━━━ The data ━━━

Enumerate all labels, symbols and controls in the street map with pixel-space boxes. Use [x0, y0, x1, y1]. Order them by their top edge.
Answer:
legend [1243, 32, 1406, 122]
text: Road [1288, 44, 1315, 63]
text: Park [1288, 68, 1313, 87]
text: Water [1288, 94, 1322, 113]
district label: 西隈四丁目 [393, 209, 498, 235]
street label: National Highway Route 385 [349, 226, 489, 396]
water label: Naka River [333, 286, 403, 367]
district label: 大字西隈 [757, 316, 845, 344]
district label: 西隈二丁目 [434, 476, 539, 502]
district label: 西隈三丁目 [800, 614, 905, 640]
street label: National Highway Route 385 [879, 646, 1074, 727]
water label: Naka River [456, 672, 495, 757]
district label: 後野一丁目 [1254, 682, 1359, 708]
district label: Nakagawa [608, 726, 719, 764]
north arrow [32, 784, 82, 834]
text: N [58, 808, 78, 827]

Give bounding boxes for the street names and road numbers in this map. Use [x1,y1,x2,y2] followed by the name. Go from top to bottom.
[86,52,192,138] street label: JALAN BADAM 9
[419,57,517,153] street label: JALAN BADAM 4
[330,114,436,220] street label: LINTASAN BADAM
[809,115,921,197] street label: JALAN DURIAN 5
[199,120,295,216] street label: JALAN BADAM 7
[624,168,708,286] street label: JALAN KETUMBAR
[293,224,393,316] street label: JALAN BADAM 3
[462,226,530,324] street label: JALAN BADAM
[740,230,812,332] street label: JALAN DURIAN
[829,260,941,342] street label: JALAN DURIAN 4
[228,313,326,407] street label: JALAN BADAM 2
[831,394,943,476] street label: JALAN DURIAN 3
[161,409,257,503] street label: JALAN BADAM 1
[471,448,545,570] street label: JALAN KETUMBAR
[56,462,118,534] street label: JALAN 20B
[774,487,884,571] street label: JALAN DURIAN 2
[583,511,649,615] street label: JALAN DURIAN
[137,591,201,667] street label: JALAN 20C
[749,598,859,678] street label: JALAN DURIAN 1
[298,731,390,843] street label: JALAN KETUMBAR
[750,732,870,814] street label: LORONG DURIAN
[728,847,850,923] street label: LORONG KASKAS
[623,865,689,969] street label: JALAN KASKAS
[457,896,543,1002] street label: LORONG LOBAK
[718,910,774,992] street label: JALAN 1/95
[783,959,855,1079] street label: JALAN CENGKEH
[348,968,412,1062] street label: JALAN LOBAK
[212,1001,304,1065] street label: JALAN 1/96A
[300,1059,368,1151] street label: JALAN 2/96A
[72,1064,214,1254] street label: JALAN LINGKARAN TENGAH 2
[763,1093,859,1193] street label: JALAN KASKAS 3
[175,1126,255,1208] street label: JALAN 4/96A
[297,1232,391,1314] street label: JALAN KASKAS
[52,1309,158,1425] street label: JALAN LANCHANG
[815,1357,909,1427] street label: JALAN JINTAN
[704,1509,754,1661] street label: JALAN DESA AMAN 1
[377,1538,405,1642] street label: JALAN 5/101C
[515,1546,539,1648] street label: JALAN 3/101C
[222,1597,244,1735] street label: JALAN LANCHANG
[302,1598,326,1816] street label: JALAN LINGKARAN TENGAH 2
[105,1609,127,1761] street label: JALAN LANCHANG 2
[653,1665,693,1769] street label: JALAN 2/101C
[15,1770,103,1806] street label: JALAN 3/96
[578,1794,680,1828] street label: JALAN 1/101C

━━━

• Assignment: Pull out each record as written and restate it exactly.

• Problem solution:
Enumerate all labels, symbols and controls in the street map with pixel-space boxes. Use [x0, y0, x1, y1]. Order them by their top edge.
Answer:
legend [1243, 32, 1406, 122]
text: Road [1288, 44, 1315, 63]
text: Park [1288, 68, 1313, 87]
text: Water [1288, 94, 1322, 113]
district label: 西隈四丁目 [393, 209, 498, 235]
street label: National Highway Route 385 [349, 226, 489, 396]
water label: Naka River [333, 286, 403, 367]
district label: 大字西隈 [757, 316, 845, 344]
district label: 西隈二丁目 [434, 476, 539, 502]
district label: 西隈三丁目 [800, 614, 905, 640]
street label: National Highway Route 385 [879, 646, 1074, 727]
water label: Naka River [456, 672, 495, 757]
district label: 後野一丁目 [1254, 682, 1359, 708]
district label: Nakagawa [608, 726, 719, 764]
north arrow [32, 784, 82, 834]
text: N [58, 808, 78, 827]

Give bounding boxes for the street names and road numbers in this map. Use [x1,y1,x2,y2] followed by the name. Go from top to bottom.
[86,52,192,138] street label: JALAN BADAM 9
[419,57,517,153] street label: JALAN BADAM 4
[330,114,436,220] street label: LINTASAN BADAM
[809,115,921,197] street label: JALAN DURIAN 5
[199,120,295,216] street label: JALAN BADAM 7
[624,168,708,286] street label: JALAN KETUMBAR
[293,224,393,316] street label: JALAN BADAM 3
[462,226,530,324] street label: JALAN BADAM
[740,230,812,332] street label: JALAN DURIAN
[829,260,941,342] street label: JALAN DURIAN 4
[228,313,326,407] street label: JALAN BADAM 2
[831,394,943,476] street label: JALAN DURIAN 3
[161,409,257,503] street label: JALAN BADAM 1
[471,448,545,570] street label: JALAN KETUMBAR
[56,462,118,534] street label: JALAN 20B
[774,487,884,571] street label: JALAN DURIAN 2
[583,511,649,615] street label: JALAN DURIAN
[137,591,201,667] street label: JALAN 20C
[749,598,859,678] street label: JALAN DURIAN 1
[298,731,390,843] street label: JALAN KETUMBAR
[750,732,870,814] street label: LORONG DURIAN
[728,847,850,923] street label: LORONG KASKAS
[623,865,689,969] street label: JALAN KASKAS
[457,896,543,1002] street label: LORONG LOBAK
[718,910,774,992] street label: JALAN 1/95
[783,959,855,1079] street label: JALAN CENGKEH
[348,968,412,1062] street label: JALAN LOBAK
[212,1001,304,1065] street label: JALAN 1/96A
[300,1059,368,1151] street label: JALAN 2/96A
[72,1064,214,1254] street label: JALAN LINGKARAN TENGAH 2
[763,1093,859,1193] street label: JALAN KASKAS 3
[175,1126,255,1208] street label: JALAN 4/96A
[297,1232,391,1314] street label: JALAN KASKAS
[52,1309,158,1425] street label: JALAN LANCHANG
[815,1357,909,1427] street label: JALAN JINTAN
[704,1509,754,1661] street label: JALAN DESA AMAN 1
[377,1538,405,1642] street label: JALAN 5/101C
[515,1546,539,1648] street label: JALAN 3/101C
[222,1597,244,1735] street label: JALAN LANCHANG
[302,1598,326,1816] street label: JALAN LINGKARAN TENGAH 2
[105,1609,127,1761] street label: JALAN LANCHANG 2
[653,1665,693,1769] street label: JALAN 2/101C
[15,1770,103,1806] street label: JALAN 3/96
[578,1794,680,1828] street label: JALAN 1/101C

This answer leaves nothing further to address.